Would you transcribe the line that holds "Extract the structured", plus every line beneath it through the end of the data, exactly and with nothing added?
Segment Open
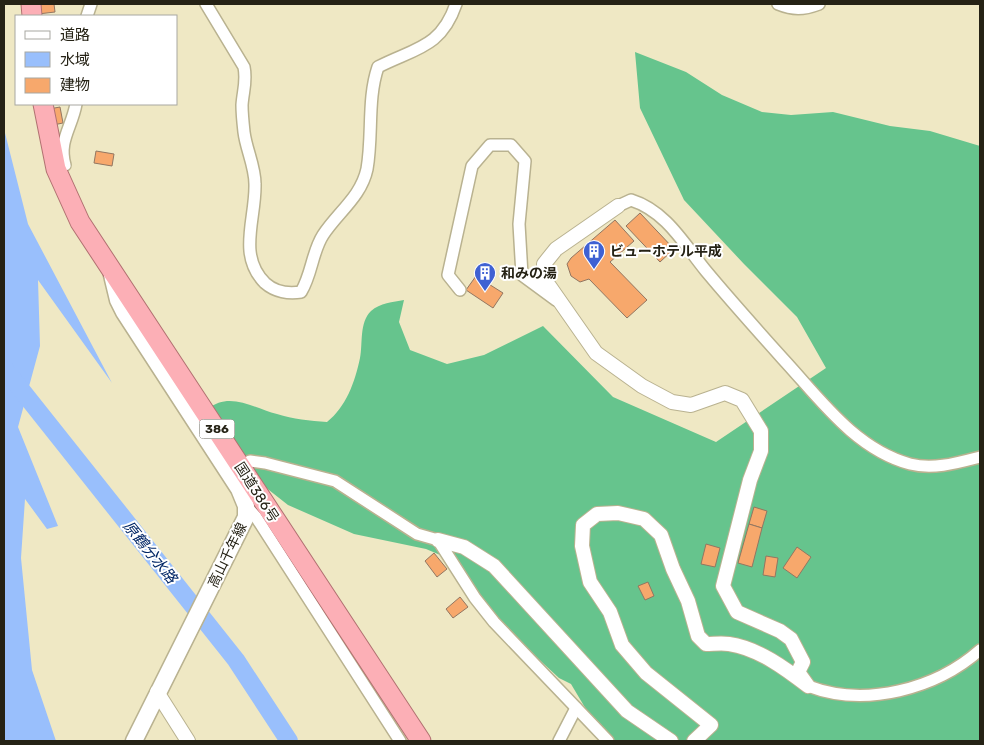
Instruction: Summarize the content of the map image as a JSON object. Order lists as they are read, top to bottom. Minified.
{"streets":{"highway":["386","国道386号"],"main road":["高山千年線"]},"crossings":[["国道386号","高山千年線"]],"water":["原鶴分水路"],"places":{"building":["ビューホテル平成","和みの湯"]},"legend":["道路","水域","建物"]}
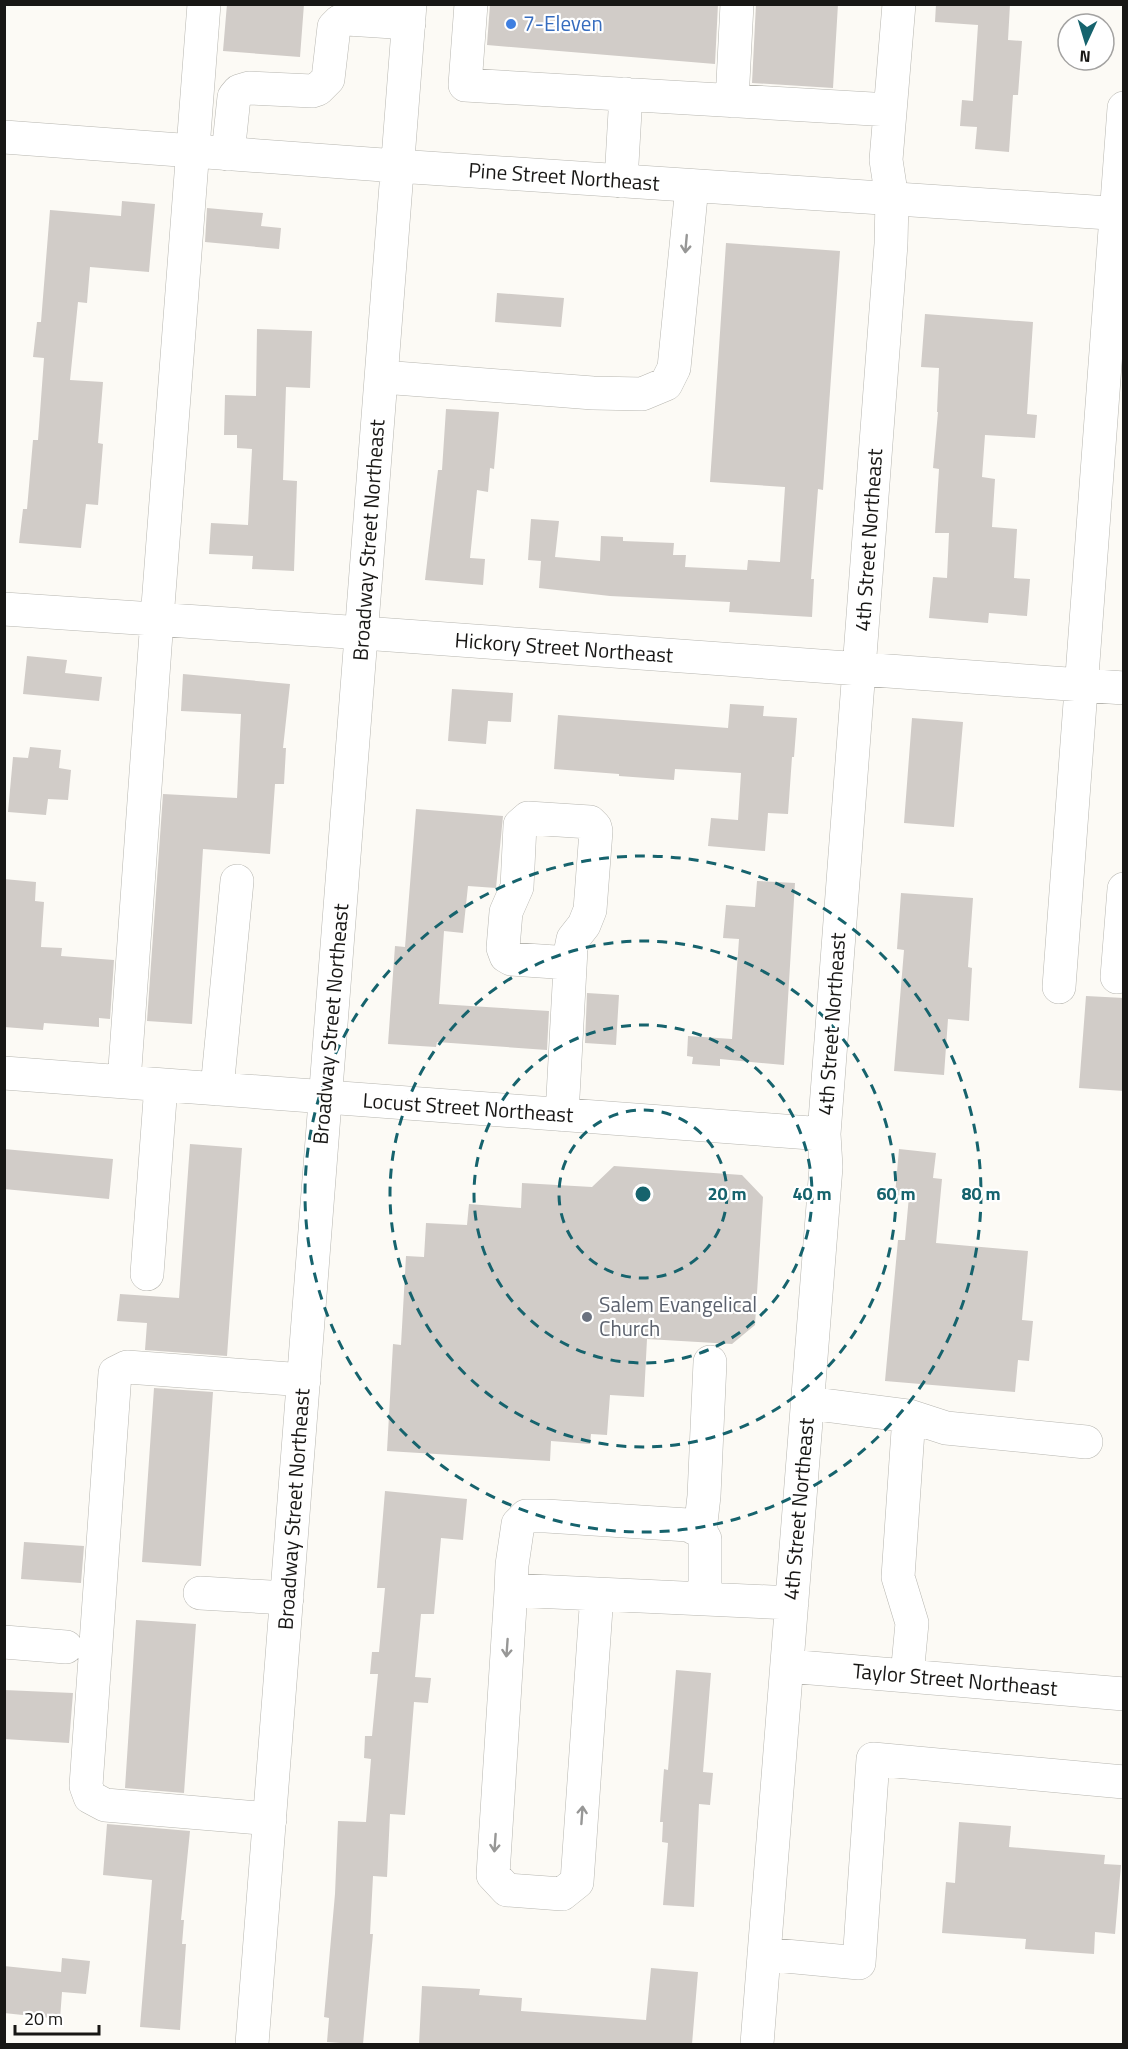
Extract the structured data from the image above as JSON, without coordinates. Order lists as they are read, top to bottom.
{
  "streets": {
    "street": [
      "Pine Street Northeast",
      "Broadway Street Northeast",
      "4th Street Northeast",
      "Hickory Street Northeast",
      "Locust Street Northeast",
      "Taylor Street Northeast"
    ]
  },
  "crossings": [
    ["Pine Street Northeast", "Broadway Street Northeast"],
    ["Pine Street Northeast", "4th Street Northeast"],
    ["Broadway Street Northeast", "Hickory Street Northeast"],
    ["Broadway Street Northeast", "Locust Street Northeast"],
    ["4th Street Northeast", "Hickory Street Northeast"],
    ["4th Street Northeast", "Locust Street Northeast"],
    ["4th Street Northeast", "Taylor Street Northeast"]
  ],
  "places": ["7-Eleven", "Salem Evangelical Church"],
  "scale_bar": "20 m",
  "north": "bottom",
  "rings": [
    "20 m",
    "40 m",
    "60 m",
    "80 m"
  ]
}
Segment Closed
» EXERCISE OUTPUT:
Extract the structured data from the image above as JSON, without coordinates. Order lists as they are read, top to bottom.
{
  "streets": {
    "street": [
      "Pine Street Northeast",
      "Broadway Street Northeast",
      "4th Street Northeast",
      "Hickory Street Northeast",
      "Locust Street Northeast",
      "Taylor Street Northeast"
    ]
  },
  "crossings": [
    ["Pine Street Northeast", "Broadway Street Northeast"],
    ["Pine Street Northeast", "4th Street Northeast"],
    ["Broadway Street Northeast", "Hickory Street Northeast"],
    ["Broadway Street Northeast", "Locust Street Northeast"],
    ["4th Street Northeast", "Hickory Street Northeast"],
    ["4th Street Northeast", "Locust Street Northeast"],
    ["4th Street Northeast", "Taylor Street Northeast"]
  ],
  "places": ["7-Eleven", "Salem Evangelical Church"],
  "scale_bar": "20 m",
  "north": "bottom",
  "rings": [
    "20 m",
    "40 m",
    "60 m",
    "80 m"
  ]
}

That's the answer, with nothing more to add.